Le donne del villaggio, alcune delle quali indossano ancora l’abito tradizionale, rappresentano un collegamento visibile e tangibile con il passato.

Cosa vedere a San Paolo Albanese

  • Il Museo Etnico Arbëreshë: Qui i visitatori possono immergersi nella storia e nelle tradizioni degli Arbëreshë attraverso costumi, strumenti musicali e fotografie antiche.
  • La Chiesa di San Rocco: Costruita nel XVII secolo, riflette lo stile bizantino e ospita icone e manufatti che testimoniano la profonda fede ortodossa del paese.
  • Il Centro storico: Passeggiare tra le stradine strette del borgo offre un tuffo nel passato, con le sue case in pietra che raccontano storie di secoli.

Cosa visitare vicino a San Paolo Albanese

  • Castelluccio Inferiore e Castelluccio Superiore: Due incantevoli paesi vicini, anch’essi con forti influenze Arbëreshë.
  • Il Parco Nazionale del Pollino: Offre possibilità di escursioni, trekking e attività all’aria aperta in uno degli ambienti naturali più suggestivi d’Italia.
  • Senise: Famoso per il suo peperone IGP, è un luogo ideale per gli amanti della gastronomia lucana.

Mappa di San Paolo Albanese

Come raggiungere San Paolo Albanese in auto

Il borgo è raggiungibile in auto tramite la SS 653 della Valle del Sinni, che collega la costa ionica con l’entroterra lucano. Da Potenza, prendere la SS 92 fino ad innestarsi sulla SS 653 in direzione nord, seguendo le indicazioni per San Paolo Albanese.
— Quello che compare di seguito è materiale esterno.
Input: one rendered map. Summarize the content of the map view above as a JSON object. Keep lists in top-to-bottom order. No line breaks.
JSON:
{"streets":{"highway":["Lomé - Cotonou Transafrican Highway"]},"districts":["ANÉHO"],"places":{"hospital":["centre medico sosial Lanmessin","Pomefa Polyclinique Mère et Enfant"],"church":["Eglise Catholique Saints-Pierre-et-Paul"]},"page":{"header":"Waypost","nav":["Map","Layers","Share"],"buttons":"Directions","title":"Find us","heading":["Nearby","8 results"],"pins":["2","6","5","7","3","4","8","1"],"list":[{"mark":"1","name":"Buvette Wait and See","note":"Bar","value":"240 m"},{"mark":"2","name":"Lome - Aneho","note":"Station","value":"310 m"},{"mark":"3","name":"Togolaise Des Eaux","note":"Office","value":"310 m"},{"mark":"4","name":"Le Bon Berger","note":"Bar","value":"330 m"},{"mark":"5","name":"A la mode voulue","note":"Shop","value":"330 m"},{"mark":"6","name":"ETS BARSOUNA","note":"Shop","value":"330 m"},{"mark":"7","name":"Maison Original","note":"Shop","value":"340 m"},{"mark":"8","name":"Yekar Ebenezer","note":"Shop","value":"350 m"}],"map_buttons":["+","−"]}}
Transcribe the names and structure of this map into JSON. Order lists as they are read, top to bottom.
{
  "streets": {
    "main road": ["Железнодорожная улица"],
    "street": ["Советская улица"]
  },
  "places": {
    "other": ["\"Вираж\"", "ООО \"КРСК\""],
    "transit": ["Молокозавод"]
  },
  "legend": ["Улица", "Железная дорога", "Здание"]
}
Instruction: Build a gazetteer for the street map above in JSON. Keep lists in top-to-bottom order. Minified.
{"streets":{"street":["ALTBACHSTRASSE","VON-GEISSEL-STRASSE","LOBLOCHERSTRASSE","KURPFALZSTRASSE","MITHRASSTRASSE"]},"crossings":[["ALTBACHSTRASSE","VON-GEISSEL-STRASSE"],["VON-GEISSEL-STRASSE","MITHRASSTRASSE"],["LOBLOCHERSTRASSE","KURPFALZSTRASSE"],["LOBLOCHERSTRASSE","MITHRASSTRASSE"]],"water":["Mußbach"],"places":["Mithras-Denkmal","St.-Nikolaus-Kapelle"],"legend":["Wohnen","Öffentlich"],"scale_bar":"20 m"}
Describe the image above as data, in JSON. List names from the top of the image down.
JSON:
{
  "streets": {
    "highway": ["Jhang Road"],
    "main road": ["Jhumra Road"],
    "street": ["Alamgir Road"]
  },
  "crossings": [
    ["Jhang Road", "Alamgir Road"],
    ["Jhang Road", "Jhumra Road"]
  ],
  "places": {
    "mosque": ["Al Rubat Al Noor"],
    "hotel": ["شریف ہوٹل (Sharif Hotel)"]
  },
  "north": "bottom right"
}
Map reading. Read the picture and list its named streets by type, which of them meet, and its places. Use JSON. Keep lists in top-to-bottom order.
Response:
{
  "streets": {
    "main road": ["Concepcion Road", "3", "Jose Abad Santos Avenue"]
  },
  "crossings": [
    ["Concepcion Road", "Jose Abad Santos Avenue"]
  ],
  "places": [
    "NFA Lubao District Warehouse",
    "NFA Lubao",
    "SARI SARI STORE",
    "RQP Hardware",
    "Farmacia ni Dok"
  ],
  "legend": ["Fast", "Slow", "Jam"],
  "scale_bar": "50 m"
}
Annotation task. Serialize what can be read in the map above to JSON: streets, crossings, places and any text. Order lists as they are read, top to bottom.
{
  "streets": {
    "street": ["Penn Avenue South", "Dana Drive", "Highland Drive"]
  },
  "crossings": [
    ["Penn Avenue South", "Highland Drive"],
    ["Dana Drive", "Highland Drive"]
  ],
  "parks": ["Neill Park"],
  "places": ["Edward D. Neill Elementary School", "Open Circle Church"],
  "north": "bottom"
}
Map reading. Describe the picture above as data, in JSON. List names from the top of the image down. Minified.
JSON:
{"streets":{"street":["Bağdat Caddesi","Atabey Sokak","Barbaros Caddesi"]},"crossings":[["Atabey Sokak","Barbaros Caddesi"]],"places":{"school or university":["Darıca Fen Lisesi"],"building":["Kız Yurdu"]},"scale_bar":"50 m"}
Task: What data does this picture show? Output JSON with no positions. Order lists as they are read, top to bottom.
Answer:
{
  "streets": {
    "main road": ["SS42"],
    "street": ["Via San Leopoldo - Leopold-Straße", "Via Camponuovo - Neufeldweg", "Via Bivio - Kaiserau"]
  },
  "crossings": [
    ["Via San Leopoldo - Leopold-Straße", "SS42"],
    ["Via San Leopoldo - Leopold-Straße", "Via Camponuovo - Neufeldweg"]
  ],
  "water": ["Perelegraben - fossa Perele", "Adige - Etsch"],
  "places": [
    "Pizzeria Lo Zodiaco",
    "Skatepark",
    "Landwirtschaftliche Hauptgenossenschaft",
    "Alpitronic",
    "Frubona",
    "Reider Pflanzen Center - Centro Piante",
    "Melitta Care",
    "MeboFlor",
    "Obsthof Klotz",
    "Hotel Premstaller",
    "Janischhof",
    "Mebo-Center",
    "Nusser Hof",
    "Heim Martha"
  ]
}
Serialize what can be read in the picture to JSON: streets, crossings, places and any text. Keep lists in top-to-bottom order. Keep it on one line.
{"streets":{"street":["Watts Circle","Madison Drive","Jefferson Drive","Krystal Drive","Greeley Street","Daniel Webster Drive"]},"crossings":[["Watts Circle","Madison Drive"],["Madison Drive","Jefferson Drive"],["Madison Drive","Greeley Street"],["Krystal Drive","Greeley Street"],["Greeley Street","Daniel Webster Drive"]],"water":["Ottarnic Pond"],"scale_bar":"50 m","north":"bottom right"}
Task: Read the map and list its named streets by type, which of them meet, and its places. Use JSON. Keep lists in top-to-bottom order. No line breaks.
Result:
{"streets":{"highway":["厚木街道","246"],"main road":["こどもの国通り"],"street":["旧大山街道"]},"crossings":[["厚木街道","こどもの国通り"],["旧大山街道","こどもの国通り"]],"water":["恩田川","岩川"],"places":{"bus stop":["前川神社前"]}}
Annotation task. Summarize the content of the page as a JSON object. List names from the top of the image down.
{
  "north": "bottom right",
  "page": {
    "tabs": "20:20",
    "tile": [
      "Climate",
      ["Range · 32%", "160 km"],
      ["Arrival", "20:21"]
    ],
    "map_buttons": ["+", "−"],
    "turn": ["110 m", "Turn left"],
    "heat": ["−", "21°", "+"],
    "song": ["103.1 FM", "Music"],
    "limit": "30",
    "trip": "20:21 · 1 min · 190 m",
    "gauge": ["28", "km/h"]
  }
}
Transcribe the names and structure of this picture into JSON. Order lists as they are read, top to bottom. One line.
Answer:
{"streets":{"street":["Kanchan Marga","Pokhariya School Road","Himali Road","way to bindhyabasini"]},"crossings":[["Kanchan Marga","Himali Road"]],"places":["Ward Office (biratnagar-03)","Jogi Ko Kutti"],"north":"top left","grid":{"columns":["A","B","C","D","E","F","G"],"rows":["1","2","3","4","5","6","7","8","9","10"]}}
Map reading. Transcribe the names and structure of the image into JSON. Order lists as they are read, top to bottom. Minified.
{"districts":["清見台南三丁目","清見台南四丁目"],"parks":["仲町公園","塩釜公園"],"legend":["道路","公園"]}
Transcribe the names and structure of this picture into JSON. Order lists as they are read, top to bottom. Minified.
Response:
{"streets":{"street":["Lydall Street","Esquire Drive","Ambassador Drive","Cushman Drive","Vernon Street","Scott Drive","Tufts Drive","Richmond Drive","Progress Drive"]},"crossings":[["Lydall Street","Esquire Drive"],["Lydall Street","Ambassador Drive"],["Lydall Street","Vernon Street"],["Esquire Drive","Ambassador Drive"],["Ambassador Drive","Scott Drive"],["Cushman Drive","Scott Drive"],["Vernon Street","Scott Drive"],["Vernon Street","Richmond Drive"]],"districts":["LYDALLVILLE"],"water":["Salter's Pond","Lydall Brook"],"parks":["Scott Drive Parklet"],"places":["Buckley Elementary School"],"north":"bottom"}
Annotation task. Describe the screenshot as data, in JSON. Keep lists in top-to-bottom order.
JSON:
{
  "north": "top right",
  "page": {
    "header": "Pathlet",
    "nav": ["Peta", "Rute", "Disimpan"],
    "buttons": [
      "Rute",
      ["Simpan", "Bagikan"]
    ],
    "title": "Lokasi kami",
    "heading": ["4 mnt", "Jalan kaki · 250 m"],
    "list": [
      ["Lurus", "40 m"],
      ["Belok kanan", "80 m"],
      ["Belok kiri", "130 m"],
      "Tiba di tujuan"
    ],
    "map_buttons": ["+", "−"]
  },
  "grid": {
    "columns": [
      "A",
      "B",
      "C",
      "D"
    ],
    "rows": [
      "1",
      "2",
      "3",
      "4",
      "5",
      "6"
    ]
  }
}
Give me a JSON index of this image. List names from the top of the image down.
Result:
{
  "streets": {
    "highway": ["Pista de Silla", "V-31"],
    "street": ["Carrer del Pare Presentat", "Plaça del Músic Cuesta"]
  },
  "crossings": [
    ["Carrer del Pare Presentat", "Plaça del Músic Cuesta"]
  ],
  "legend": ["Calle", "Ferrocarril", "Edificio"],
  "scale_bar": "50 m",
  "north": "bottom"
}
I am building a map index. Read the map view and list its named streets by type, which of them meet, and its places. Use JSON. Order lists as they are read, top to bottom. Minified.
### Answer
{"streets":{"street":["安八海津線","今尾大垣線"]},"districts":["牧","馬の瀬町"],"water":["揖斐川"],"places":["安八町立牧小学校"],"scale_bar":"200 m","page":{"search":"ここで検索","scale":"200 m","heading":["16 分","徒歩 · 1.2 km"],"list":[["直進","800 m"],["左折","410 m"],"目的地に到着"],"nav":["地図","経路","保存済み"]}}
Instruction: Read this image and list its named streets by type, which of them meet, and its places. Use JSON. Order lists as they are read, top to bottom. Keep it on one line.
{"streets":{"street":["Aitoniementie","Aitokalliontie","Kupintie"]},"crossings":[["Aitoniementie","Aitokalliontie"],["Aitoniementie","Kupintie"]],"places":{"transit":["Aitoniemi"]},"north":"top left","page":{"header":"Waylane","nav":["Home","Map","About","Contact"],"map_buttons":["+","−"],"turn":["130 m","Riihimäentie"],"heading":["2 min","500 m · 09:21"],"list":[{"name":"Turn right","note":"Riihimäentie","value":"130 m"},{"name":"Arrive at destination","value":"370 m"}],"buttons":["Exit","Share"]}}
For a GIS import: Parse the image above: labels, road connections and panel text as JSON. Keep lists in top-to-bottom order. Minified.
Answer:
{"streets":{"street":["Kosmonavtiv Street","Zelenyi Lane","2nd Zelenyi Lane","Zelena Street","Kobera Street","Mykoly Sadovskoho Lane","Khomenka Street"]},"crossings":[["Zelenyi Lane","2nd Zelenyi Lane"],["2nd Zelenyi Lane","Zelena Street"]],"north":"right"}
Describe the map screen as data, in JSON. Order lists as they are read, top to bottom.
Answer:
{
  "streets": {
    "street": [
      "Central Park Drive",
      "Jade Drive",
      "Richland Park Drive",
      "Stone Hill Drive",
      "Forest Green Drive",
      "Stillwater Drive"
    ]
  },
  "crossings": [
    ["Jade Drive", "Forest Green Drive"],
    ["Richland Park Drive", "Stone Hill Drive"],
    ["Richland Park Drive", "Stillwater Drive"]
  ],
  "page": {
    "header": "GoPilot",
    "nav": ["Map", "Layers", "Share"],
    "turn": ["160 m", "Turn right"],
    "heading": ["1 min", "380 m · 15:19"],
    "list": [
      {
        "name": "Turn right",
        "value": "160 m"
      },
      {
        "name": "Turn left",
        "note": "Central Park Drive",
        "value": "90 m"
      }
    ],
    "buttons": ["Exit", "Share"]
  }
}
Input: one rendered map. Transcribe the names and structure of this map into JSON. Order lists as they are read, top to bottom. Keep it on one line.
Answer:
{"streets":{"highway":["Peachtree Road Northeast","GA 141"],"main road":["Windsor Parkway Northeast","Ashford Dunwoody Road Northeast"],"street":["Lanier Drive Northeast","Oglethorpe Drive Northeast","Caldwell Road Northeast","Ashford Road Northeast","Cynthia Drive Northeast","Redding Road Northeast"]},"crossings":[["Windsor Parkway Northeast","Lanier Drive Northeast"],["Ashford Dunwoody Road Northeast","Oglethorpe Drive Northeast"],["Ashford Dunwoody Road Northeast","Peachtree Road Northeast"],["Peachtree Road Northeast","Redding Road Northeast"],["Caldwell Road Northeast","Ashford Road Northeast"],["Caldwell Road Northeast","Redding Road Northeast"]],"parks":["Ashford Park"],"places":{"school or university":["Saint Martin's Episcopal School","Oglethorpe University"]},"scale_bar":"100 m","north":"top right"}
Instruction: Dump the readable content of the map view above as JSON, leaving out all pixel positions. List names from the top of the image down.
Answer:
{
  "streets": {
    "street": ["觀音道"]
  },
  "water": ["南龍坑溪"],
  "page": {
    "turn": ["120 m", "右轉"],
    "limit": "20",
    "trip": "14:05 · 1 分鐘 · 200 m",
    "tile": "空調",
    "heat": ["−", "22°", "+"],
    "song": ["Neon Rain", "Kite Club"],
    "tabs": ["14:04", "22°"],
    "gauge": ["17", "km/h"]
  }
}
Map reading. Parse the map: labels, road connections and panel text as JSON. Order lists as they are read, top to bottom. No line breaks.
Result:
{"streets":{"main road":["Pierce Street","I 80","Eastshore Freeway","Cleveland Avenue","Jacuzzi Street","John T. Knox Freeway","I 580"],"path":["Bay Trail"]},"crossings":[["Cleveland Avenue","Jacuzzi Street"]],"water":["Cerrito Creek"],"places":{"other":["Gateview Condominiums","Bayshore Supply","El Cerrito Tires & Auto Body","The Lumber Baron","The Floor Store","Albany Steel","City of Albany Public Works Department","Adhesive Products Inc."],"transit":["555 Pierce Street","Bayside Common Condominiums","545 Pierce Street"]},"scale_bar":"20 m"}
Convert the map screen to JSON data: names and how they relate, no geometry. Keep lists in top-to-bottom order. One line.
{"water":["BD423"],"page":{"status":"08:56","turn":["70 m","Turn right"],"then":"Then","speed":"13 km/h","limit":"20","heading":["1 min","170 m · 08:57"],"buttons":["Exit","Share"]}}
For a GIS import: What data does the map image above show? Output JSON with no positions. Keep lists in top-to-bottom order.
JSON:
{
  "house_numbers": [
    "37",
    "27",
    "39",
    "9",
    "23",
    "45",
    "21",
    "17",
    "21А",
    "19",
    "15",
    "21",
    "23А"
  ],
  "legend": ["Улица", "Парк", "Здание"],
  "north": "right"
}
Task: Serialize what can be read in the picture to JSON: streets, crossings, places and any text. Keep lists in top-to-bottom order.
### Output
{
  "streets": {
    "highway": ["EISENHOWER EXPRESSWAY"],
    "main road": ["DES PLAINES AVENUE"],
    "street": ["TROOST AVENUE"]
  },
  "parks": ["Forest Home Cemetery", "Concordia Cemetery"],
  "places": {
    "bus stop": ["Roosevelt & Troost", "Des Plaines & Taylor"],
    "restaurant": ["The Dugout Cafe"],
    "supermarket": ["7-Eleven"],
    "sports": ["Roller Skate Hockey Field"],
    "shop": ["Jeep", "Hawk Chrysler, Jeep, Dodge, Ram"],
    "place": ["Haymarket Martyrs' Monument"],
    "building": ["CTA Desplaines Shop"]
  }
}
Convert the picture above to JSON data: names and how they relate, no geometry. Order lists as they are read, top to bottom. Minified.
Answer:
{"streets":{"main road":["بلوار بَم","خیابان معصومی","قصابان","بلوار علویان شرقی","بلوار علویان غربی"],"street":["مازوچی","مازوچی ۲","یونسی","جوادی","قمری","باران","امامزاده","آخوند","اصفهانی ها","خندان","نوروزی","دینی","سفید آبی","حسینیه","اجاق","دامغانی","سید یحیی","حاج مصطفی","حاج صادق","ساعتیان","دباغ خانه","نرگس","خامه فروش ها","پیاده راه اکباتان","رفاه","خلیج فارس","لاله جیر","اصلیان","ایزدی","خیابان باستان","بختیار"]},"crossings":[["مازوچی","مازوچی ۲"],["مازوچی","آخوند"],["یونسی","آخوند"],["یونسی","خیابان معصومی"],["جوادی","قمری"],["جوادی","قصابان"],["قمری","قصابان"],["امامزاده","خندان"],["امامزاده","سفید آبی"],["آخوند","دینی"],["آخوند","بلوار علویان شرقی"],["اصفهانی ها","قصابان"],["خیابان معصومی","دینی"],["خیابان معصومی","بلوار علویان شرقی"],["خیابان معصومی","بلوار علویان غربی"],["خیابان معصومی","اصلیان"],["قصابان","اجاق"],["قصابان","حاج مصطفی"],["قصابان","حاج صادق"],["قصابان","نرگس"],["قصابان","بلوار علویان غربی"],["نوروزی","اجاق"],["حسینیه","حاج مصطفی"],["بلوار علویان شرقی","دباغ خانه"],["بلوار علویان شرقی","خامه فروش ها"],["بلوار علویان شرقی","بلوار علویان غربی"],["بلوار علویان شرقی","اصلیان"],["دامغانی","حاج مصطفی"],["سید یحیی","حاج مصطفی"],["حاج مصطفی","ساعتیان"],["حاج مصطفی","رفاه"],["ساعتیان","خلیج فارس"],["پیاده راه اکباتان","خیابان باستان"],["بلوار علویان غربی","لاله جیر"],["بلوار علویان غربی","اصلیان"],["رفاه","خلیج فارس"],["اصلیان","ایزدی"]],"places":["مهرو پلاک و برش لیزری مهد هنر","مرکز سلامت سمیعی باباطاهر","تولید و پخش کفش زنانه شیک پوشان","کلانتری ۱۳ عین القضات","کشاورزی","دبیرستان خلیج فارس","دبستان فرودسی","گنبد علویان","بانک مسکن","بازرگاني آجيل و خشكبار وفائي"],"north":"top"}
Cosa mangiare a San Paolo Albanese

La cucina di San Paolo Albanese riflette la fusione tra le tradizioni culinarie albanesi e lucane. Non si può lasciare il paese senza aver provato piatti come:

  • Pasta fatta in casa con sugo di capra: un piatto ricco e saporito che unisce ingredienti locali a tecniche arbëreshë.
  • Dolci albanesi: come il “kadaif” e il “baklava”, che deliziano per la loro dolcezza e complessità di sapori.